Four of the six defendants charged by the Federal Trade Commission with using deceptive tactics to lure consumers into making substantial investments for modeling and acting training by promising glamorous jobs in the movies and on the runway have agreed to write off approximately $3 million in payments owed by consumers. In addition, the settlement bans the defendants from using so-called "screen tests" to sell any product or service, and requires them to pay between $60,000 to $80,000 in monetary judgments. As of the date the settlement was entered, the defendants had ceased marketing their training classes. The settlement requires the defendants to post a $500,000 bond before they ever sell modeling or acting classes again.
In May 1999, the FTC charged Model 1, Inc., and its president, Jason Hoffman; Creative Talent Management, Inc. and its president, Ralph Edward Bell; and The Erickson Agency, Inc., and its president, Patricia Erickson, with misrepresenting their ability to get lucrative jobs for consumers who contracted for their modeling and acting courses. The Commission's complaint also alleged that the defendants misrepresented themselves as highly selective in scouting, screening and reviewing consumers for marketability as models or actors. Finally, the FTC alleged that, to further boost the consumer's interest, the defendants falsely claimed that their principal source of income was commissions they received on the fees paid for modeling and acting jobs they procure for consumers. Today's settlement is with Model 1, Inc., Jason Hoffman; Creative Talent Management, Inc. (CTM) and Ralph Edward Bell. Charges against The Erickson Agency and Patricia Erickson are still pending.

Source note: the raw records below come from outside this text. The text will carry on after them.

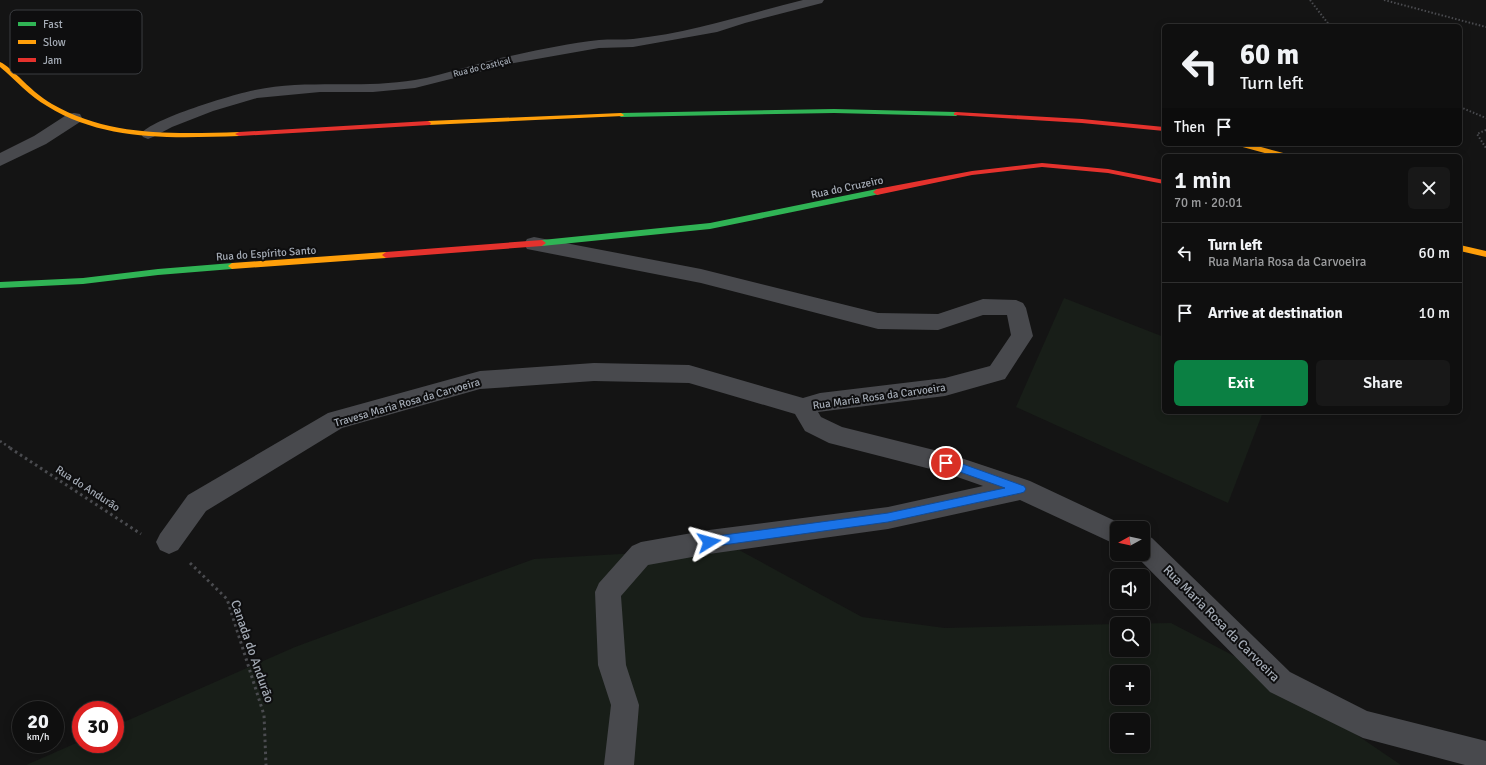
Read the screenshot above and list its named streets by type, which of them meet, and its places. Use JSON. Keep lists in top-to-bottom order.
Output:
{
  "streets": {
    "street": [
      "Rua do Cruzeiro",
      "Rua do Espírito Santo",
      "Rua Maria Rosa da Carvoeira",
      "Travesa Maria Rosa da Carvoeira"
    ],
    "lane": ["Rua do Castiçal"],
    "path": ["Rua do Andurão", "Canada do Andurão"]
  },
  "crossings": [
    ["Rua do Cruzeiro", "Rua do Espírito Santo"],
    ["Rua do Cruzeiro", "Rua Maria Rosa da Carvoeira"],
    ["Rua do Espírito Santo", "Rua Maria Rosa da Carvoeira"],
    ["Rua Maria Rosa da Carvoeira", "Travesa Maria Rosa da Carvoeira"],
    ["Travesa Maria Rosa da Carvoeira", "Rua do Andurão"],
    ["Travesa Maria Rosa da Carvoeira", "Canada do Andurão"],
    ["Rua do Andurão", "Canada do Andurão"]
  ],
  "legend": ["Fast", "Slow", "Jam"],
  "north": "left",
  "page": {
    "turn": ["60 m", "Turn left"],
    "then": "Then",
    "heading": ["1 min", "70 m · 20:01"],
    "list": [
      {
        "name": "Turn left",
        "note": "Rua Maria Rosa da Carvoeira",
        "value": "60 m"
      },
      {
        "name": "Arrive at destination",
        "value": "10 m"
      }
    ],
    "buttons": ["Exit", "Share"],
    "map_buttons": ["+", "−"],
    "speed": "20 km/h",
    "limit": "30"
  }
}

Under the terms of the settlement, the defendants are banned from advertising, marketing, promoting or offering screen tests, casting calls or auditions, when these activities are being offered in connection with the sale of any product or service. Under a separate settlement of contempt charges, Model 1 and CTM are required to offer refunds to consumers who contracted with them on or after June 1, 1999 and who were recruited via the screen test ruse. The total amount of screen test refunds is expected to be approximately $200,000.
Under the settlement, the corporate defendants are prohibited from collecting outstanding payments -- totaling approximately $3 million -- against consumers who contracted for training but who did not attend any classes. Ralph Bell will be required to pay between $50,000 and $70,000 and Jason Hoffman will be required to pay $10,000. The Commission relied upon financial statements submitted by the defendants in negotiating this monetary relief.
In addition, the settlement prohibits the defendants from falsely representing that:
- they are selective in scouting, screening and reviewing consumers for marketability as models or actors;
- consumers are likely to obtain substantial paid employment as models or actors through the defendants' efforts;
- their principal source of income is commissions on the fees paid to their models and actors by clients;
- individual talent scouts, Vice Presidents, sales personnel or other agents have industry expertise to assess consumers' marketability as models or actors; and,
- any person or entity has hired talent trained by the defendants.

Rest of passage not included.